== What is required ==
From the records below, count the lines holding the string "main". Only the number is wanted.

Collected data:
▽

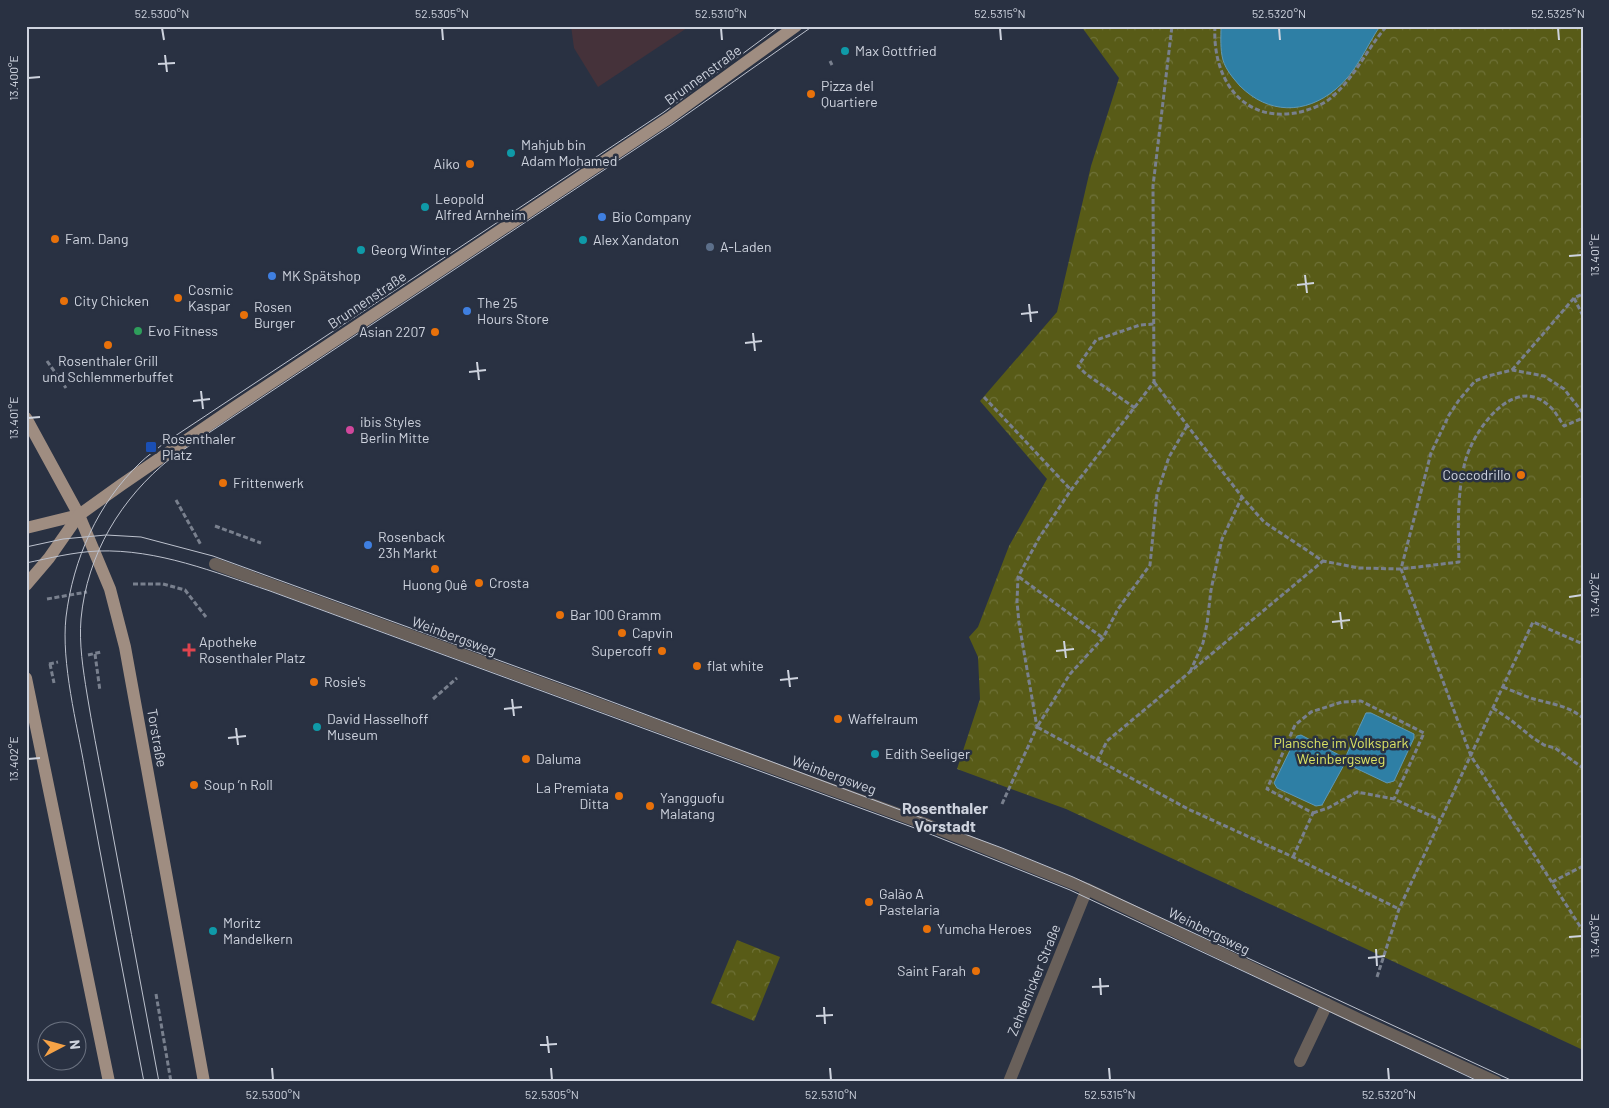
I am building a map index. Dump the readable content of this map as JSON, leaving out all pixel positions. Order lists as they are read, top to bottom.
{
  "streets": {
    "main road": ["Brunnenstraße", "Torstraße"],
    "street": ["Weinbergsweg", "Zehdenicker Straße"]
  },
  "crossings": [
    ["Brunnenstraße", "Torstraße"],
    ["Weinbergsweg", "Zehdenicker Straße"]
  ],
  "districts": ["Rosenthaler Vorstadt"],
  "parks": ["Plansche im Volkspark Weinbergsweg"],
  "places": {
    "other": [
      "Max Gottfried",
      "Pizza del Quartiere",
      "Mahjub bin Adam Mohamed",
      "Aiko",
      "Leopold Alfred Arnheim",
      "Bio Company",
      "Fam. Dang",
      "Alex Xandaton",
      "A-Laden",
      "Georg Winter",
      "MK Spätshop",
      "Cosmic Kaspar",
      "City Chicken",
      "The 25 Hours Store",
      "Rosen Burger",
      "Evo Fitness",
      "Asian 2207",
      "Rosenthaler Grill und Schlemmerbuffet",
      "ibis Styles Berlin Mitte",
      "Coccodrillo",
      "Frittenwerk",
      "Rosenback 23h Markt",
      "Huong Quê",
      "Crosta",
      "Bar 100 Gramm",
      "Capvin",
      "Supercoff",
      "flat white",
      "Rosie's",
      "Waffelraum",
      "David Hasselhoff Museum",
      "Edith Seeliger",
      "Daluma",
      "Soup ’n Roll",
      "La Premiata Ditta",
      "Yangguofu Malatang",
      "Galão A Pastelaria",
      "Yumcha Heroes",
      "Moritz Mandelkern",
      "Saint Farah"
    ],
    "transit": ["Rosenthaler Platz"],
    "health": ["Apotheke Rosenthaler Platz"]
  },
  "north": "right",
  "coordinates": [
    "52.5300°N",
    "52.5305°N",
    "52.5310°N",
    "52.5315°N",
    "52.5320°N",
    "52.5325°N",
    "13.400°E",
    "13.401°E",
    "13.402°E",
    "13.403°E"
  ]
}
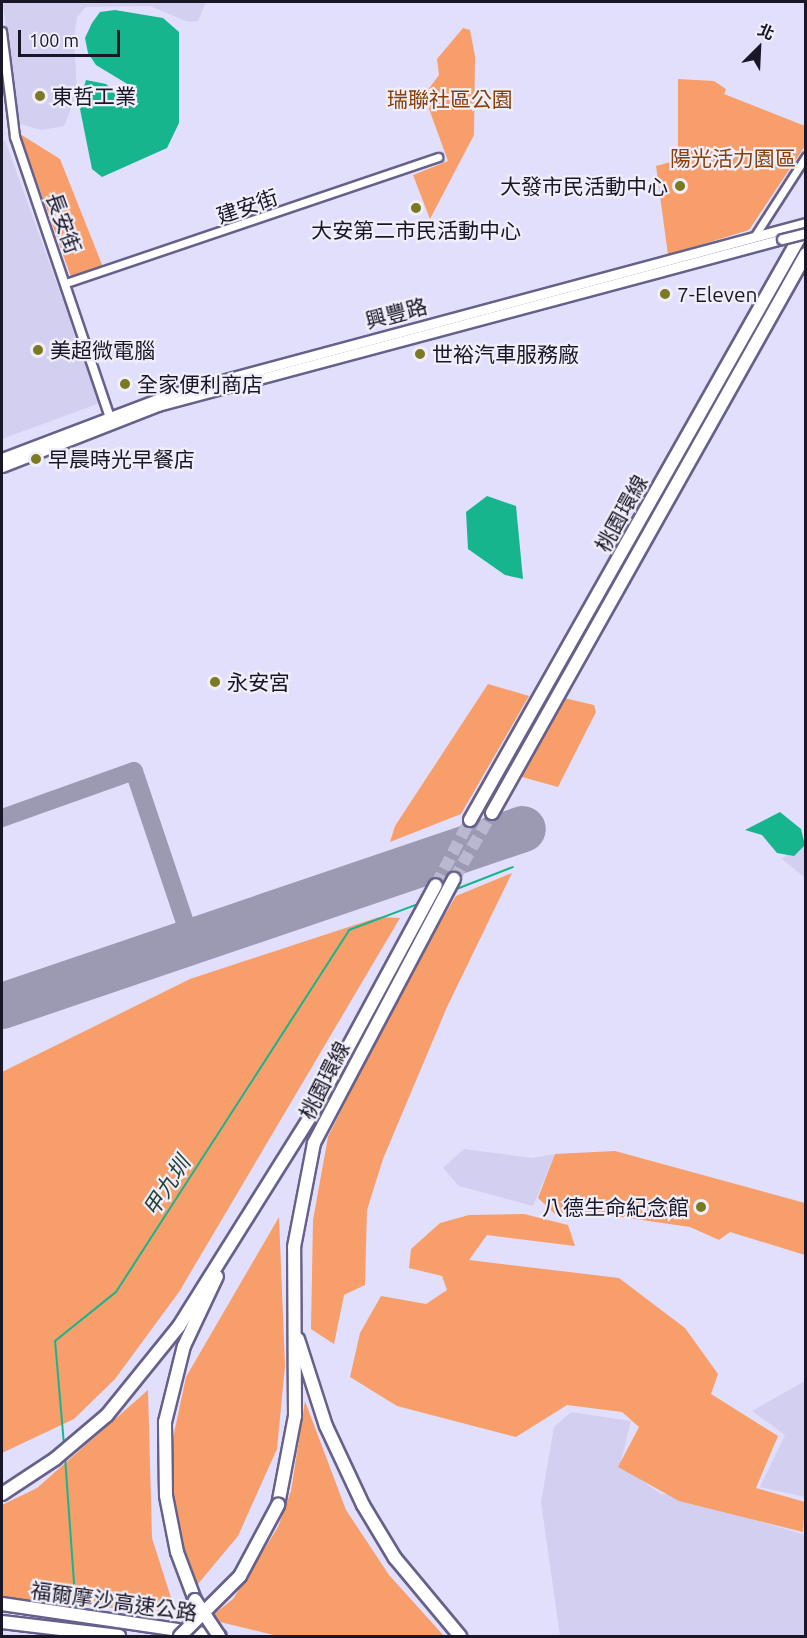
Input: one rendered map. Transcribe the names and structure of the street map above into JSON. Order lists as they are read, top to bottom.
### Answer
{
  "streets": {
    "highway": ["桃園環線", "福爾摩沙高速公路"],
    "main road": ["興豐路"],
    "street": ["建安街", "長安街"]
  },
  "crossings": [
    ["建安街", "長安街"],
    ["長安街", "興豐路"],
    ["興豐路", "桃園環線"]
  ],
  "water": ["甲九圳"],
  "parks": ["瑞聯社區公園", "陽光活力園區"],
  "places": [
    "東哲工業",
    "大發市民活動中心",
    "大安第二市民活動中心",
    "7-Eleven",
    "美超微電腦",
    "世裕汽車服務廠",
    "全家便利商店",
    "早晨時光早餐店",
    "永安宮",
    "八德生命紀念館"
  ],
  "scale_bar": "100 m",
  "north": "top right"
}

△

== Exercise result ==
2